Aldilà della sfilza dei personaggi, Lee e la Marvel tutta si distinguono per la complessità degli intrecci delle storie. Per la complessità dei personaggi e per quel sapiente mix di scienza, fantascienza, psicologia e anche di “denuncia sociale” che hanno alimentato la produzione di tante strisce. All’indomani del crollo delle torri gemelle sono gli Avengers, “il più potente gruppo di eroi”, capace di fronteggiare “minacce che nessun eroe da solo potrebbe fronteggiare” ad intervenire sulla scena di Ground zero per affiancare le squadre dei soccorritori in un album che segnò per molti il passaggio all’età matura di questo mezzo espressivo popolare. Ma è solo un esempio di tante altre storie perché l’universo Marvel tutto ha dimostrato, nei decenni, di saper anticipare tematiche e temi universali anche di scottante attualità. I mutanti presenti nelle storie sono la trasposizione dei diversi e gli episodi di razzismo ed il censimento che l’amministrazione impone a questa fetta di popolazione, rimanda alla schedatura ed al riconoscimento che sono stati drammaticamente perpetrati ai danni di popolazioni sotto questo o quel regime in giro per il Mondo. Il difficile rapporto tra uomo ed il proprio dovere, tra il vivere ed il sostenere un impegno verso i deboli e gli indifesi ha rappresentato un altro argomento al centro di storie molto dense di significati. Qual è il reale bilancio tra lavoro e affetti che è alla base del senso della vita? In proposito Reed Richards si trova a doversi interrogare fino a che punto può spingersi nel proprio impegno senza rovinare il rapporto con la famiglia che ha costruito con Sue. Che dire poi del complesso e articolato rapporto tra uomo e macchina? Tony Stark che, nelle vesti di Iron Man ha incredibili poteri, è comunque prigioniero della propria armatura, al pari di qualunque altro umano che sia costretto dalla disabilità a servirsi di apparati salvavita. Nelle storie a fumetti degli Avengers, il potente gruppo di supereroi è costretto a fronteggiare Ultron, una macchina senziente completamente fuori controllo che vorrebbe avere controllo supremo. Ciò per certi versi spinge il lettore ad una riflessione, sia pure frammentata, incompleta e fantasmagorica su quale ruolo voglia interpretare: quello di servo della macchina o di gestore della macchina.

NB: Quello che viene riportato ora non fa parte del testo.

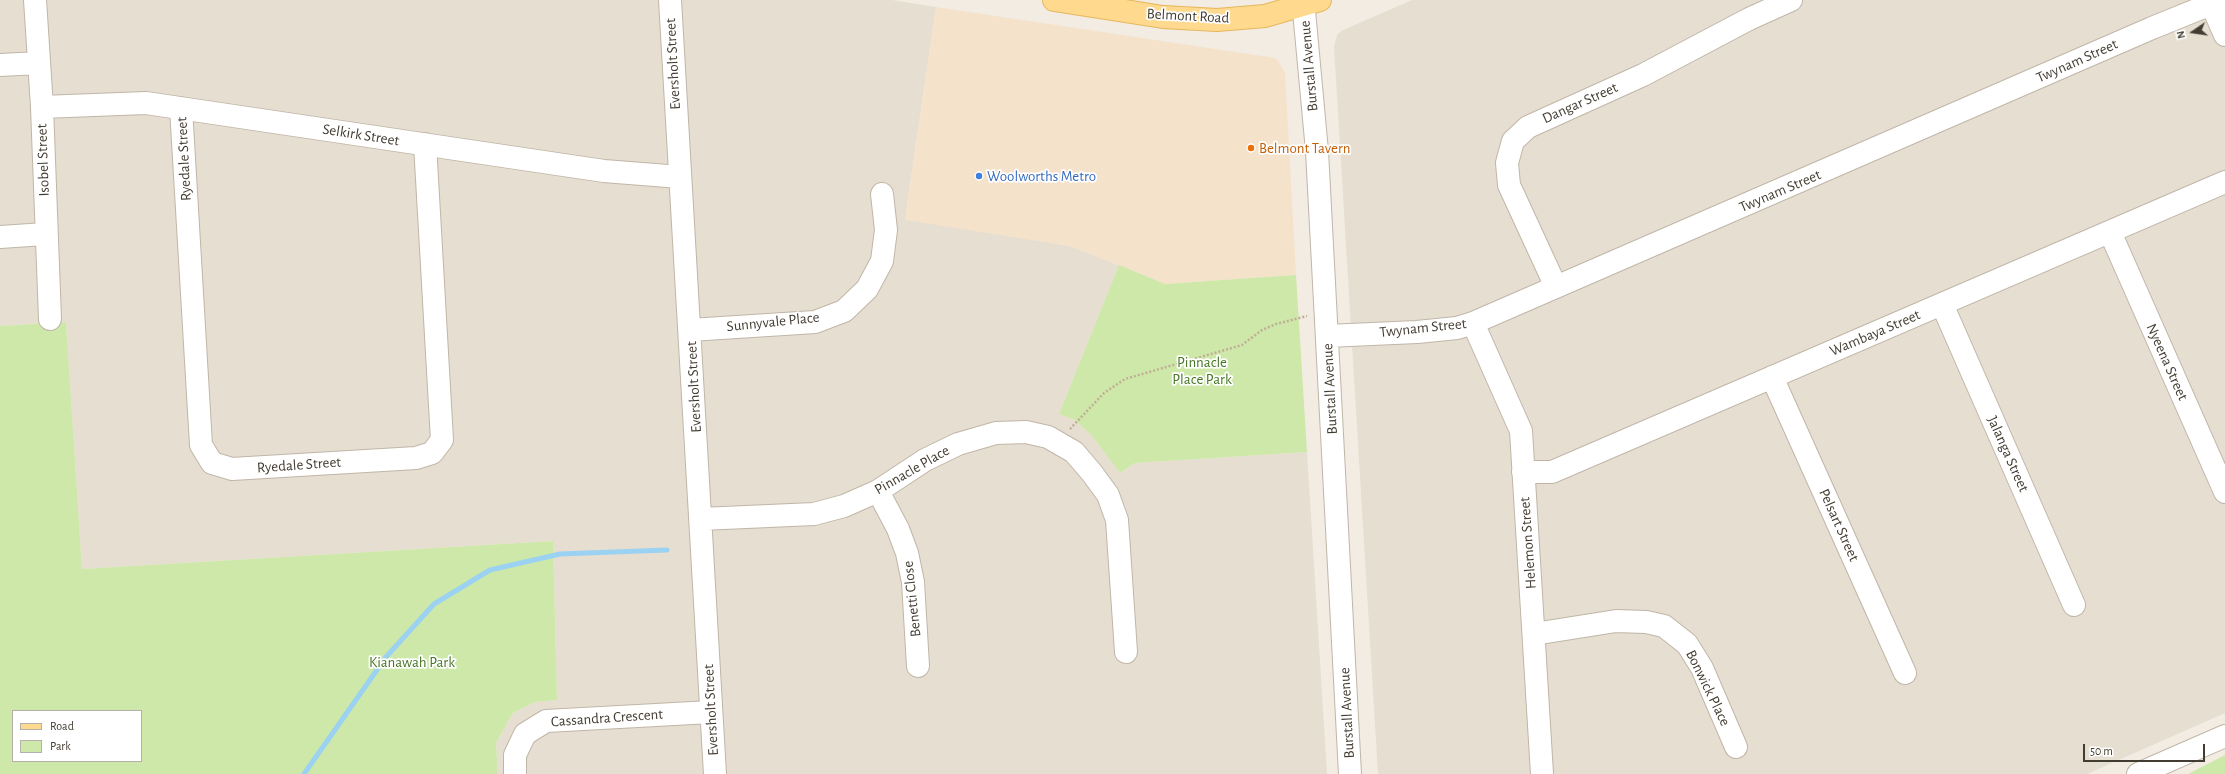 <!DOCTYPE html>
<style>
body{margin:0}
#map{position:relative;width:2225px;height:774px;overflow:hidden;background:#f2ece2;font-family:"Alegreya Sans",sans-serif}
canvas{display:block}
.legend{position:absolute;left:12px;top:710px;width:130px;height:52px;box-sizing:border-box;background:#fff;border:1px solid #b4b1ad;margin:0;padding:5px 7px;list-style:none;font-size:12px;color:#433c32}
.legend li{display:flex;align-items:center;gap:8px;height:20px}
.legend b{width:20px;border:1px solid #b4b1ad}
.north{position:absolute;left:2173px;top:12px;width:40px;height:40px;-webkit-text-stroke:3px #fff;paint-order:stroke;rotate:257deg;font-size:11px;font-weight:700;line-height:16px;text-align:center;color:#433c32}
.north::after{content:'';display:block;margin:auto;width:14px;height:18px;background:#433c32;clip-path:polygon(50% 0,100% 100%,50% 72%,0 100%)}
.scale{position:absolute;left:2083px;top:744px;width:122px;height:18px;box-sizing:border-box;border:2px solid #433c32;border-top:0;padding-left:5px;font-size:12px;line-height:14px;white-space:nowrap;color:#433c32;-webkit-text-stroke:3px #fff;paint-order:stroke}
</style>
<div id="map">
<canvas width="2225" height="774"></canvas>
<ul class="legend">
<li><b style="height:5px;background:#ffda8e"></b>Road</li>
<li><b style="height:11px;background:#cee8a9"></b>Park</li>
</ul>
<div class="north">N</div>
<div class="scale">50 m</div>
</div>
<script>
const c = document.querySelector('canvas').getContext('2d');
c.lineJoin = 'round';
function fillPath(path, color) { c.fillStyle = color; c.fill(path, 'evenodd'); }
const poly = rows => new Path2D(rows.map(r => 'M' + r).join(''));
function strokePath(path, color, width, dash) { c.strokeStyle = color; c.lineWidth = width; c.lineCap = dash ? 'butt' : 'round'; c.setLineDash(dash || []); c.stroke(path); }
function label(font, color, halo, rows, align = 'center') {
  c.font = font + ' "Alegreya Sans",sans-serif'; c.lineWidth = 3.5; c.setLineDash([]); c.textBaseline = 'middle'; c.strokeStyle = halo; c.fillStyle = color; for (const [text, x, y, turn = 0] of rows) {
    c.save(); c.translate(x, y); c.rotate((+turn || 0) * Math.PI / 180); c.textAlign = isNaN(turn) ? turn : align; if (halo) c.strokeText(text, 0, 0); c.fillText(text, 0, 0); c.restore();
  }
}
fillPath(poly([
 [0,0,892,0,936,7,905,219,1070,246,1119,265,1059,414,1075,420,1092,436,1120,473,1135,463,1307,452,1327,774,498,774,496,743,513,713,535,702,557,700,553,541,82,569,66,322,0,326],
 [1412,0,2225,0,2225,713,2087,774,1378,774,1334,47,1337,35,1343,30]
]), '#e6ded0');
fillPath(poly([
 [936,7,1275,58,1279,62,1285,73,1296,275,1165,284,1070,246,905,220]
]), '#f5e2cb');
fillPath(poly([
 [1119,265,1165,284,1296,275,1307,452,1135,463,1120,473,1092,436,1075,420,1059,414],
 [66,322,82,569,553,541,557,700,535,702,513,713,496,743,498,774,0,774,0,326],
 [13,711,141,711,141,761,13,761],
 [2225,755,2225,774,2188,774]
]), '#cee8a9');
strokePath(poly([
 [304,774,386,657,434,604,490,570,560,554,667,550]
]), '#9bd2f2', 5);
const minor = poly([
 [35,0,42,107,50,319],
 [670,0,715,774],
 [1303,0,1317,151,1350,774],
 [2211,3,2225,35],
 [0,65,39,63],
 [42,107,146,103,604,171,680,177],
 [181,108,201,445,212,463,232,469,416,458,432,453,442,440,425,144],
 [2110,232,2225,492],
 [0,237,45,234],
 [1556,287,1509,185,1507,163,1513,141,1528,127,1643,75,1749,19,1791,0],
 [1942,304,2074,605],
 [1473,323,1521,431,1542,774],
 [690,330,815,322,844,311,867,289,882,261,886,230,882,194],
 [1327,336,1417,332,1457,328,1473,323,2152,28,2221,0],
 [1772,377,1905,673],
 [1523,472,1552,472,2225,182],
 [878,491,898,529,907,553,913,582,918,666],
 [701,519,814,514,844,506,878,491,925,460,958,444,996,433,1026,432,1048,437,1074,452,1092,473,1108,495,1117,520,1126,652],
 [1534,634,1616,621,1646,622,1664,626,1687,644,1702,668,1736,747],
 [515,774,515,755,525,734,546,721,711,712],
 [2138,774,2225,736]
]);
const major = poly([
 [1054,0,1163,17,1217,20,1265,16,1320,0]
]);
strokePath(minor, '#c0b6a8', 24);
strokePath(major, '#e6b65b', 24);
strokePath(poly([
 [1070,429,1104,393,1125,379,1242,345,1262,330,1276,324,1307,316]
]), '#bfaf95', 2.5, [2, 2]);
strokePath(minor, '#fff', 22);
strokePath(major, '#ffda8e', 22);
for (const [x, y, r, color] of [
 [1251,148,4,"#e8710a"],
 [979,176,4,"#3f7fe0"]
]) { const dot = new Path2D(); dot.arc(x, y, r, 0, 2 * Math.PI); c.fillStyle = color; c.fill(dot); strokePath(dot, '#fff', 1.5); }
label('15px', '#433c32', '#fff', [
 ["Belmont Road",1188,16,3],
 ["Twynam Street",2077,61,-24],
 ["Eversholt Street",673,64,-93],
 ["Burstall Avenue",1309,66,-95],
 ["Dangar Street",1580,103,-24],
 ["Selkirk Street",361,135,9],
 ["Ryedale Street",184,159,-93],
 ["Isobel Street",43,160,-92],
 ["Twynam Street",1780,191,-23],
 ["Sunnyvale Place",773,322,-6],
 ["Twynam Street",1423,328,-6],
 ["Wambaya Street",1875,333,-23],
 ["Nyeena Street",2167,362,66],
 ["Eversholt Street",694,387,-93],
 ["Burstall Avenue",1330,389,-93],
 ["Jalanga Street",2008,454,66],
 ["Ryedale Street",299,465,-4],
 ["Pinnacle Place",912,470,-30],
 ["Pelsart Street",1839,525,66],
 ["Helemon Street",1528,543,-94],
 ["Benetti Close",912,599,-96],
 ["Bonwick Place",1708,688,64],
 ["Eversholt Street",711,710,-93],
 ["Burstall Avenue",1347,713,-93],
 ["Cassandra Crescent",607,718,-4]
]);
label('15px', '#c56008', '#fff', [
 ["Belmont Tavern",1259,148]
], 'left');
label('15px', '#366cbe', '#fff', [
 ["Woolworths Metro",987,176]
], 'left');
label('15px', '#477625', '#fff', [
 ["Pinnacle",1202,362],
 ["Place Park",1202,379],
 ["Kianawah Park",412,662]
]);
</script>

Accomiatandosi dal brillante sceneggiatore, che ha saputo tra l’altro introdurre un modo particolare di produrre il fumetto, resta il convincimento che il suo successo sia stato meritatissimo, perché frutto di una brillante fantasia e di una elevata sensibilità coniugata con il genio e la bravura di grandi illustratori e disegnatori. Aldilà della semplicità del mezzo, anche al netto della pervasività del marketing e del merchandising che hanno avuto un indiscusso peso nel diffondere l’opera, la qualità dei messaggi, la resa visiva dei mezzi, quel “saper vedere un’opportunità di comunicazione enorme in un riquadro illustrato di pochi centimetri” sono state sicuramente l’elemento vincente che colloca l’opera di Stan Lee e della Marvel tutta in un ipotetico empireo dell’arte popolare a cavallo tra il ventesimo e ventunesimo secolo.